Chicago artist Jason Lazarus lies in brown grass at the edge of a river in his photograph At Rest (2006). Cocooned from head to toe in a black blanket emblazoned with a tiger’s head, he waits for spring—or, as the gallery notes explain, an American leader he can support.

The eight works of “Bad Moon” were produced in 2008—except for Lazarus’s standout piece—by four artists from Chicago and one from L.A. who don’t typically identify with a political agenda. Here, however, the quintet successfully represents how frustrated and powerless worldwide conflict makes many young Americans feel. The artists confront uncontrollable issues including war, economic downturn and the Bush administration, albeit as passive observers.

In Red Diamond, Greg Stimac takes on the horrendous housing market. Scanning and rotating four photos of homes from real-estate ads into a disorienting grid, Stimac covers up the ads’ BANK-OWNED and IN FORECLOSURE banners, replacing them with an arresting red diamond that could be a symbol of the American Dream’s dark side. Curtis Mann, in contrast, offers a sense of hope: In bleaching found photographs of war-torn Israel/Palestine and Lebanon, the artist creates what looks like a soothing white light in the center of each image of combat.
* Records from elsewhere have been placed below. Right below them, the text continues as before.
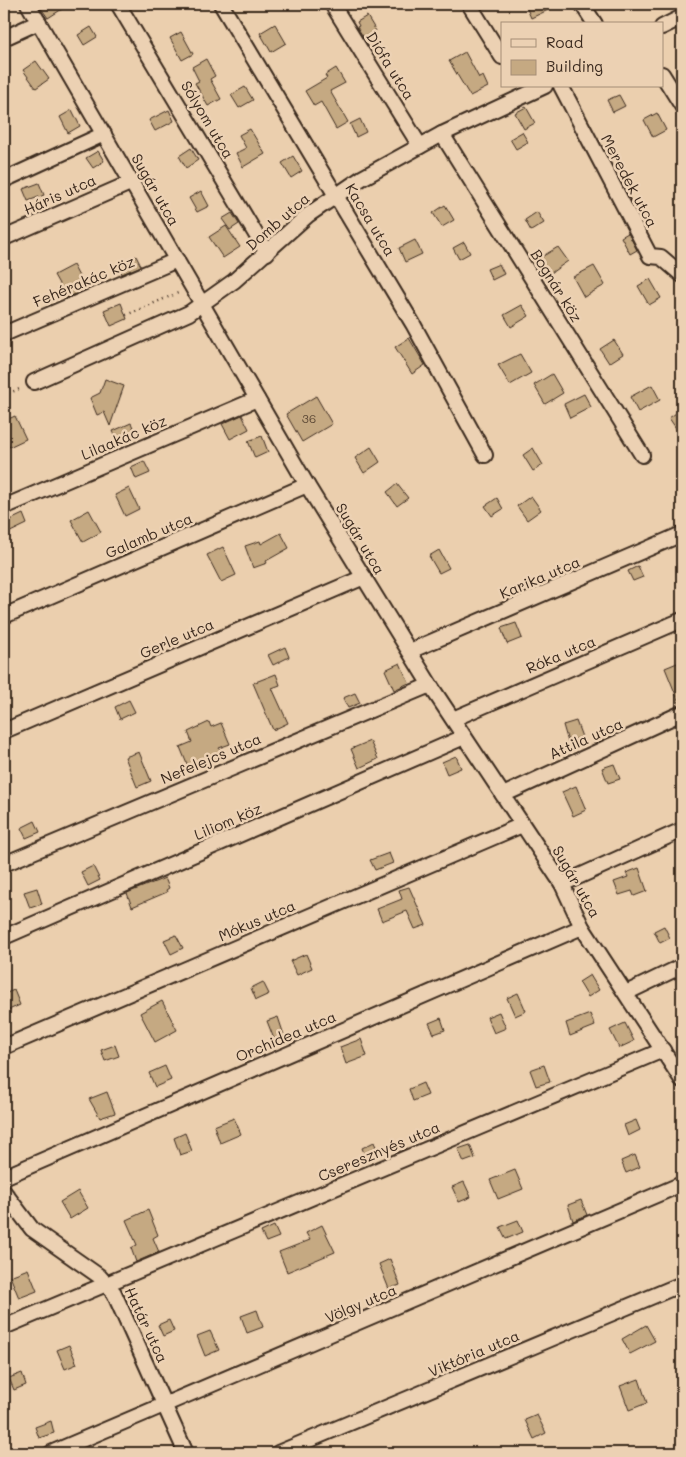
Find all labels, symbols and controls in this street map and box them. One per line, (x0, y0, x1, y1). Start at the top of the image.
legend (501, 22, 664, 88)
street label: Diófa utca (362, 28, 420, 103)
text: Road (546, 32, 583, 52)
text: Building (546, 56, 603, 76)
street label: Sólyom utca (177, 77, 239, 162)
street label: Meredek utca (597, 131, 663, 231)
street label: Sugár utca (127, 150, 185, 229)
street label: Háris utca (20, 169, 99, 219)
street label: Kacsa utca (341, 179, 400, 260)
street label: Domb utca (241, 188, 314, 255)
street label: Bognár köz (527, 245, 587, 326)
street label: Fehérakác köz (30, 251, 137, 311)
street label: Lilaakác köz (78, 410, 169, 464)
house number: 36 (302, 410, 316, 426)
street label: Sugár utca (332, 499, 390, 578)
street label: Galamb utca (102, 508, 195, 562)
street label: Karika utca (496, 551, 583, 603)
street label: Gerle utca (136, 613, 217, 663)
street label: Róka utca (523, 630, 598, 678)
street label: Attila utca (545, 713, 626, 763)
street label: Nefelejcs utca (157, 728, 264, 788)
street label: Liliom köz (191, 798, 265, 844)
street label: Sugár utca (548, 842, 606, 921)
street label: Mókus utca (215, 895, 298, 945)
street label: Orchidea utca (232, 1006, 339, 1066)
street label: Cseresznyés utca (315, 1116, 443, 1186)
street label: Völgy utca (322, 1279, 399, 1327)
street label: Határ utca (121, 1284, 173, 1366)
street label: Viktória utca (425, 1325, 522, 1381)

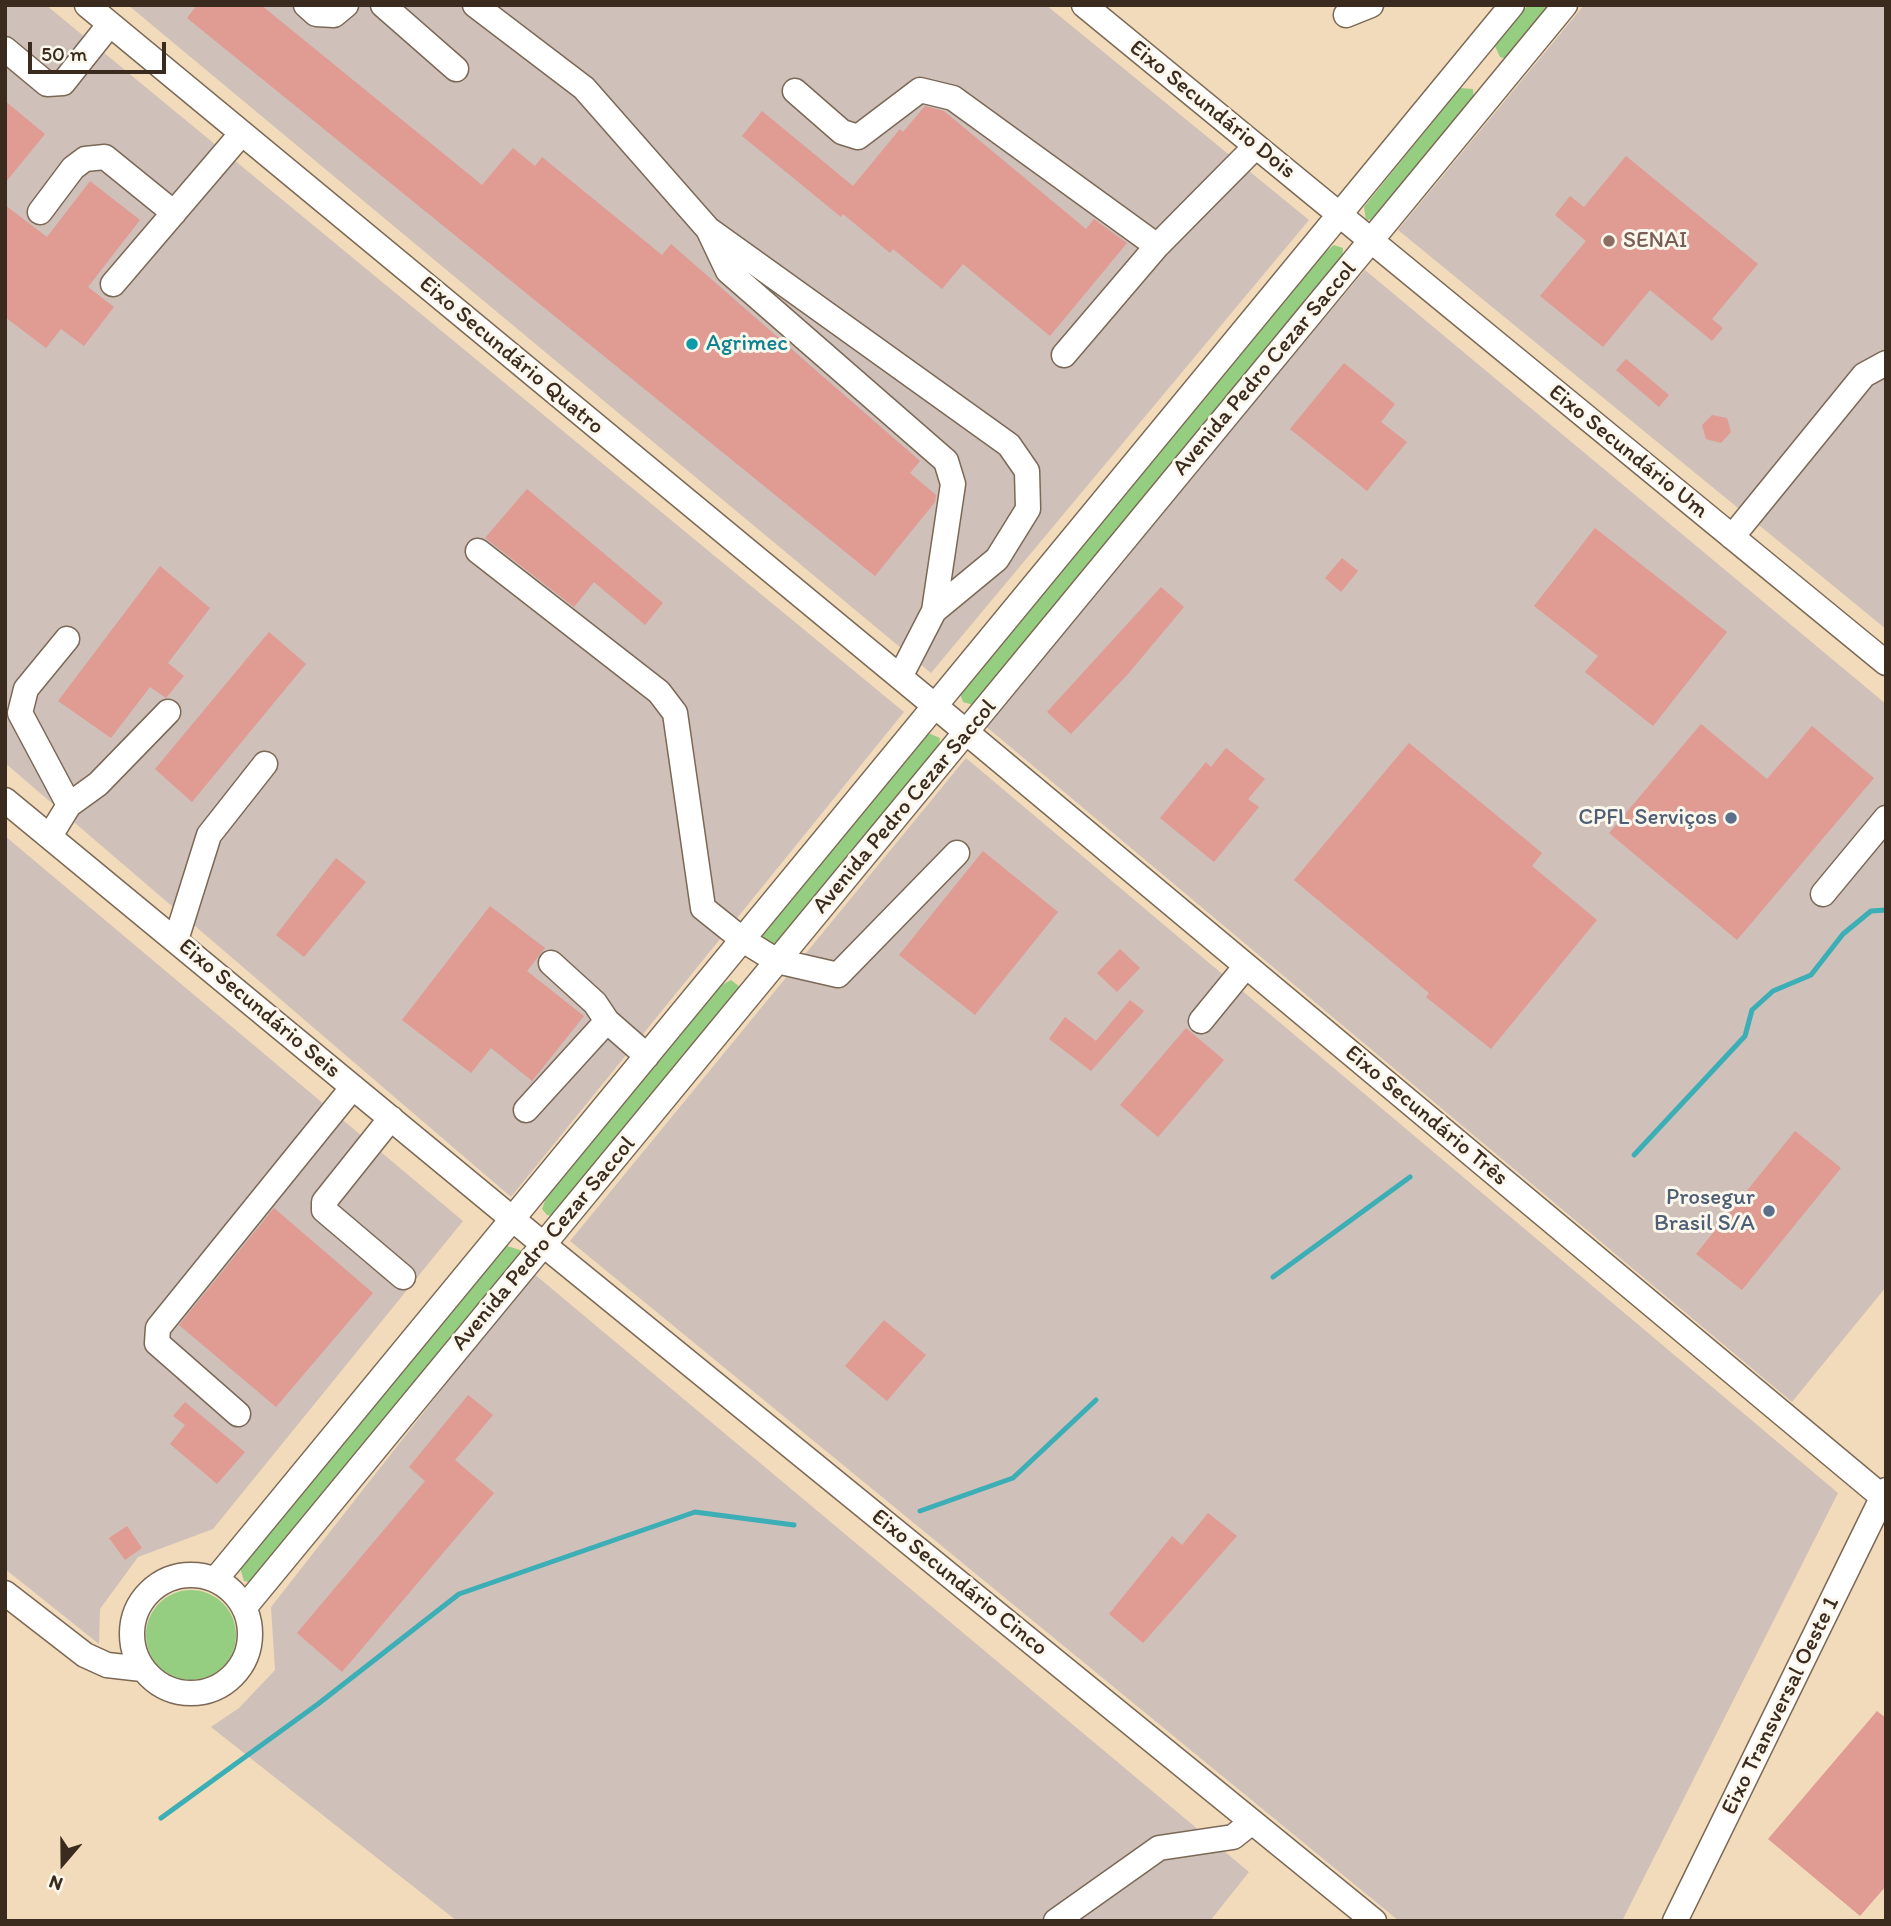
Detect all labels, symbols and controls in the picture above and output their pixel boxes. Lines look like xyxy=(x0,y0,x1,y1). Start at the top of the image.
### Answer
scale bar xyxy=(32,28,170,72)
street label: Eixo Secundário Dois xyxy=(1123,34,1301,186)
text: 50 m xyxy=(41,41,87,66)
place label: SENAI xyxy=(1623,227,1687,255)
marker: SENAI xyxy=(1601,233,1617,249)
street label: Avenida Pedro Cezar Saccol xyxy=(1167,256,1363,482)
street label: Eixo Secundário Quatro xyxy=(413,271,609,441)
place label: Agrimec xyxy=(706,330,788,358)
marker: Agrimec xyxy=(684,336,700,352)
street label: Eixo Secundário Um xyxy=(1543,379,1713,525)
street label: Avenida Pedro Cezar Saccol xyxy=(807,694,1003,920)
place label: CPFL Serviços xyxy=(1578,804,1717,832)
marker: CPFL Serviços xyxy=(1723,810,1739,826)
street label: Eixo Secundário Seis xyxy=(172,933,346,1085)
street label: Eixo Secundário Três xyxy=(1339,1040,1513,1192)
street label: Avenida Pedro Cezar Saccol xyxy=(446,1131,642,1357)
place label: Prosegur Brasil S/A xyxy=(1654,1184,1755,1238)
marker: Prosegur Brasil S/A xyxy=(1761,1203,1777,1219)
street label: Eixo Secundário Cinco xyxy=(865,1504,1053,1662)
street label: Eixo Transversal Oeste 1 xyxy=(1716,1593,1846,1819)
north arrow xyxy=(28,1828,98,1898)
text: N xyxy=(46,1870,66,1896)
Esteban Schimpf simply spray-paints a bedsheet with the words “God, imagine the storm on Jupiter”—something he said to his girlfriend after Hurricane Katrina. His attempt at humor in response to a natural disaster reflects a contemporary way of thinking. Whereas in the 1960s, many artists were loud and forthright in their activism, “Bad Moon” is quietly contemplative.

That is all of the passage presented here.